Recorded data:
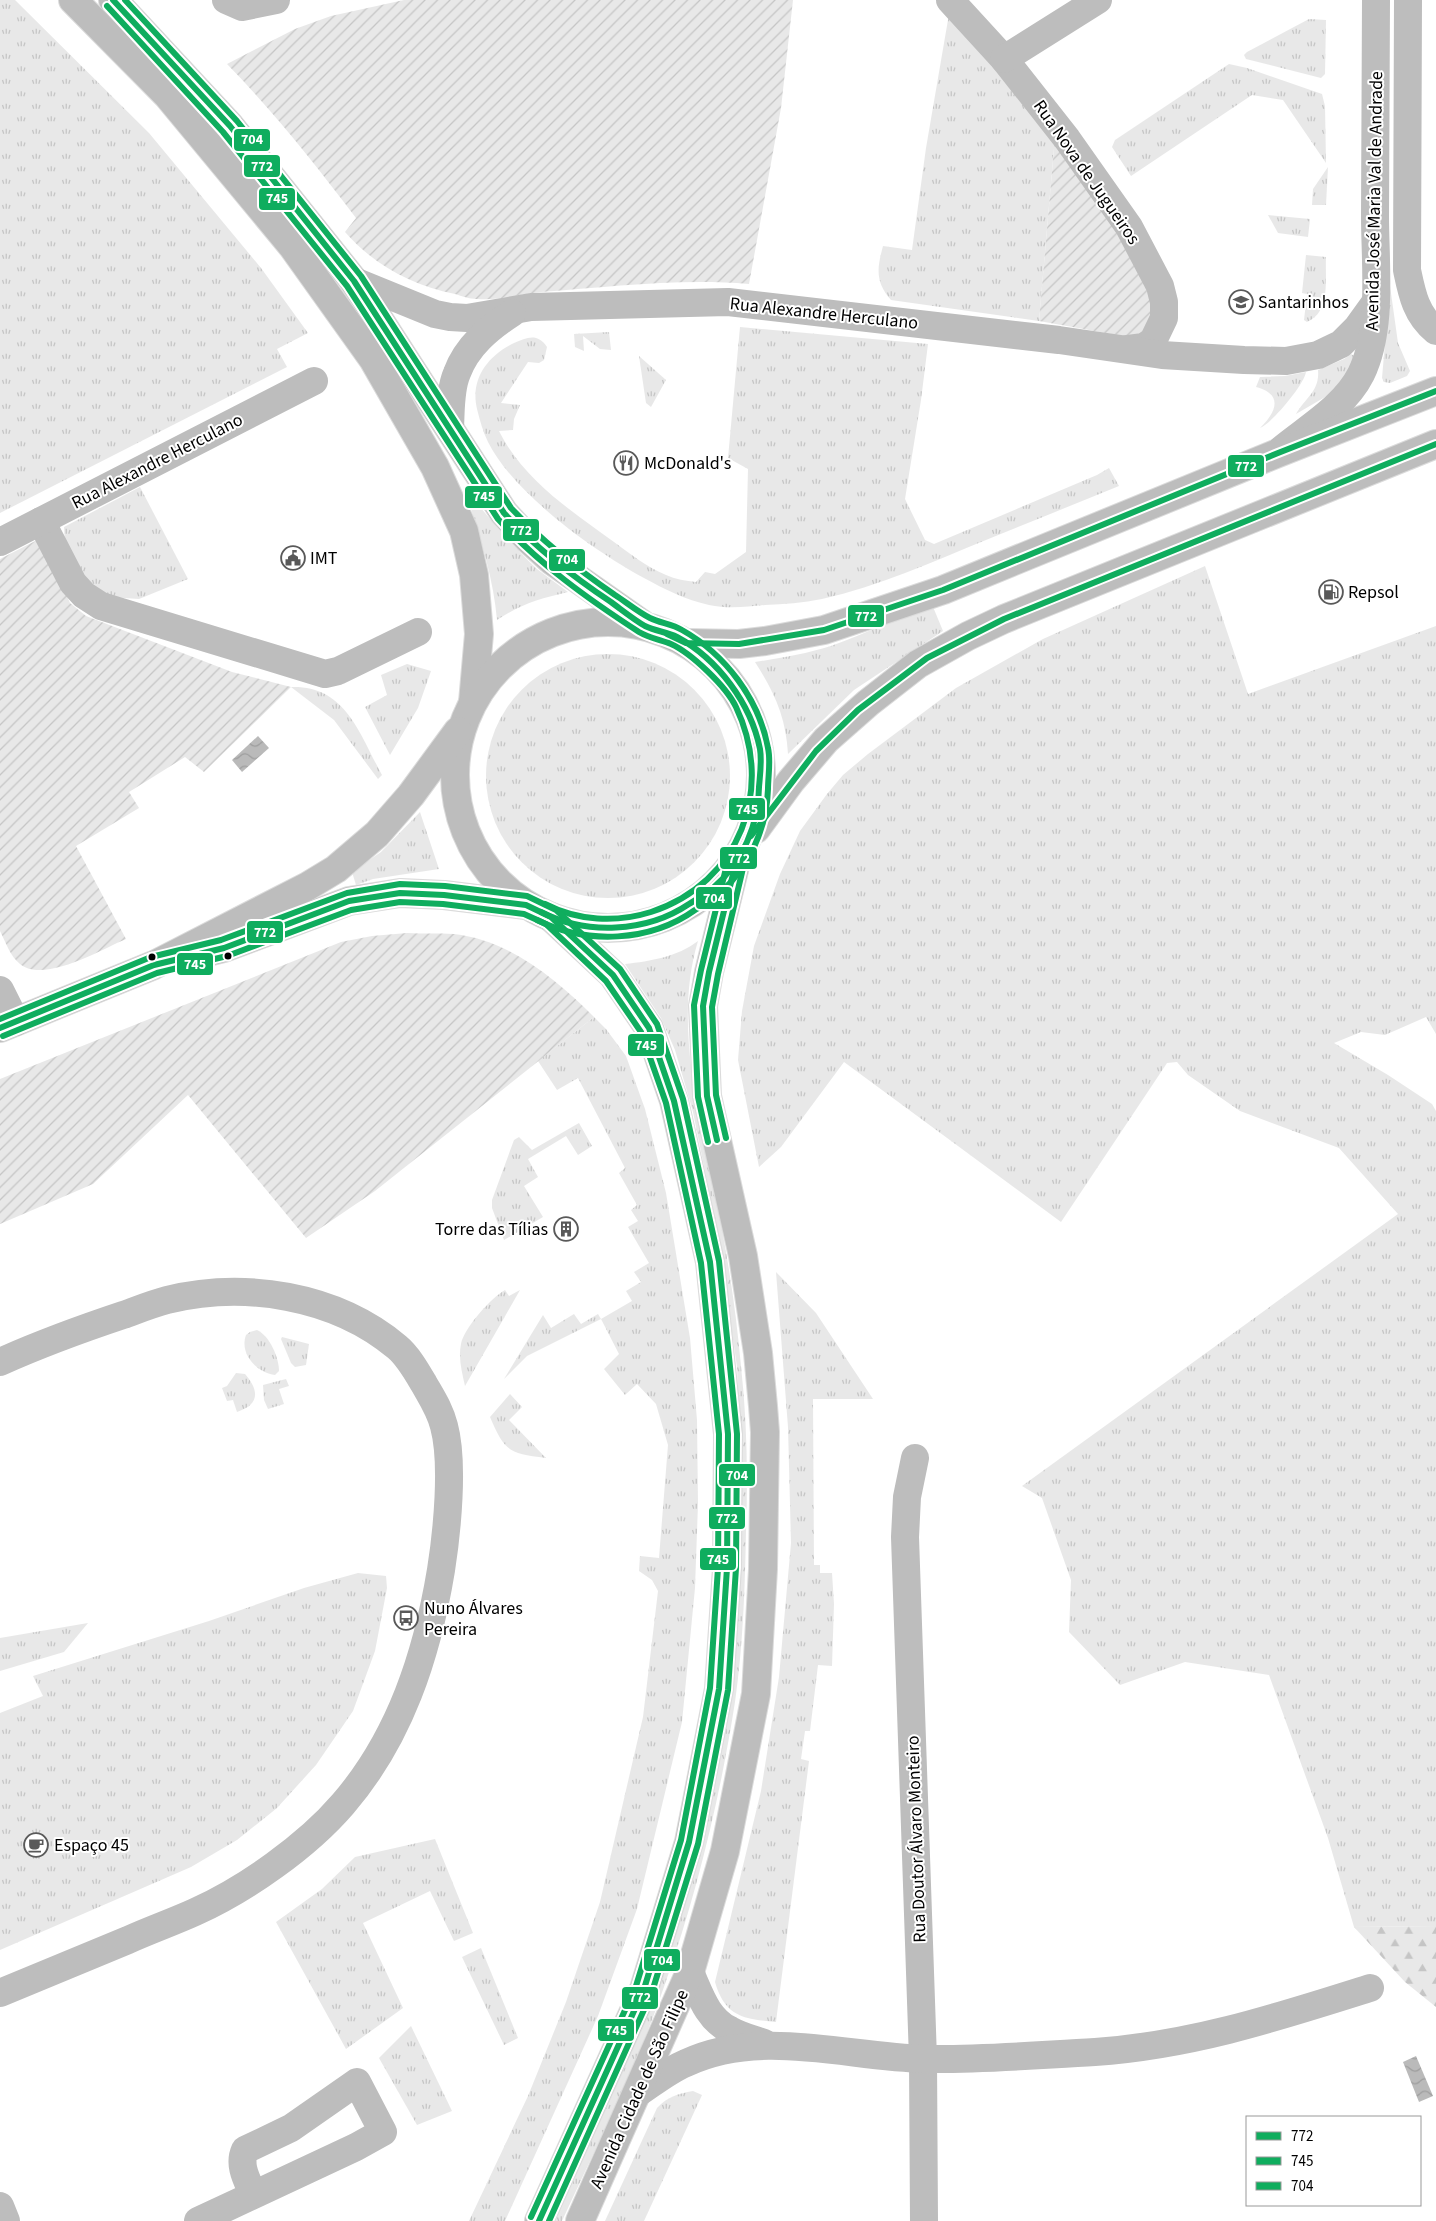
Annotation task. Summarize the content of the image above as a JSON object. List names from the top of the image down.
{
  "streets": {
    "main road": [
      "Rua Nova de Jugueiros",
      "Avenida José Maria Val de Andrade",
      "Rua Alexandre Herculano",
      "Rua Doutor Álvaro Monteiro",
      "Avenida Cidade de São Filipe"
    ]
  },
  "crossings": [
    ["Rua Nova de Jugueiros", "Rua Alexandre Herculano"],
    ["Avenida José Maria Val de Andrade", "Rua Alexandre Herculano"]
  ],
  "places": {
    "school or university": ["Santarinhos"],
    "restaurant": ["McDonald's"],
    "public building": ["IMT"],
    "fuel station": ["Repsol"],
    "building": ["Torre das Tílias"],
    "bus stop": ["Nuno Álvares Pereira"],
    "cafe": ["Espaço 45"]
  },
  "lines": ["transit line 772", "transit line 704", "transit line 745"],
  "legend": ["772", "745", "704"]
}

▶ **Problem to solve**:
Find the word "Maria" in the entries, and copy every line it shows up in.

▶ **Result for this exercise**:
      "Avenida José Maria Val de Andrade",
    ["Avenida José Maria Val de Andrade", "Rua Alexandre Herculano"]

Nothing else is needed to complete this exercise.